Once a month, two cleaners arrive at my house and clean it, top to bottom.
It’s my favourite day of the month.
My cleaners like my house, too. They say things like, “Sometimes you can’t tell children live in a house. But we never feel like that in your house, Sally.”Â
I choose to take that as a compliment. I figure after a year of cleaning my house, my cleaners are pretty unshockable. But this week – apparently – I still managed to shock them.
The reason?
My medicine cabinet. Apparently, not everyone has a comprehensively stocked medicine cabinet.

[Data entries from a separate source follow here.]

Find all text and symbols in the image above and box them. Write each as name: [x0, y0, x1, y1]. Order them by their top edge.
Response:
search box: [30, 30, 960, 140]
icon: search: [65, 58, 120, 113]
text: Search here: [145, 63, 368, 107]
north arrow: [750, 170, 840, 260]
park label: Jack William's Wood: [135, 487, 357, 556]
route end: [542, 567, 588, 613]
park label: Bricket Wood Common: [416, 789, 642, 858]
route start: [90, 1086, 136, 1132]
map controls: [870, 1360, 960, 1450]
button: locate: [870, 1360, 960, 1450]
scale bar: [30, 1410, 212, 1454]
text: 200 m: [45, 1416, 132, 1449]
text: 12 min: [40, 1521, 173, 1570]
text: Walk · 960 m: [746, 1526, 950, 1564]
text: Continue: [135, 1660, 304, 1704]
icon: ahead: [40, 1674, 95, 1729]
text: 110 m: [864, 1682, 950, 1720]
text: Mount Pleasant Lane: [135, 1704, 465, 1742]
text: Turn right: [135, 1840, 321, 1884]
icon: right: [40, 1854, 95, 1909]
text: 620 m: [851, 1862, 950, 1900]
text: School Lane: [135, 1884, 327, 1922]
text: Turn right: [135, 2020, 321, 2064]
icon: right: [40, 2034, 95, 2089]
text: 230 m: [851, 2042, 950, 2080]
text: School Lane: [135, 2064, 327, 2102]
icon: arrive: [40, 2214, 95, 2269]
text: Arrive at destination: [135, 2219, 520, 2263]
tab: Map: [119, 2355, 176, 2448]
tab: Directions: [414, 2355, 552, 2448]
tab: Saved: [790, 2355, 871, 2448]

Now, on the one hand I consider my medicine cabinet to be stocked to just the right amount – travel first aid kit, prescription meds and bandages/dressings above, with (from left to right) indigestion and cystitis remedies, painkillers (aspirin, ibuprofen, paracetamol, co-codamol and diclofenac, depending on the sort of pain), vitamins, cold and flu remedies, allergy meds and a selection of children’s medicines.
On the other hand, I confess that I have been known to be a bit of a worrier.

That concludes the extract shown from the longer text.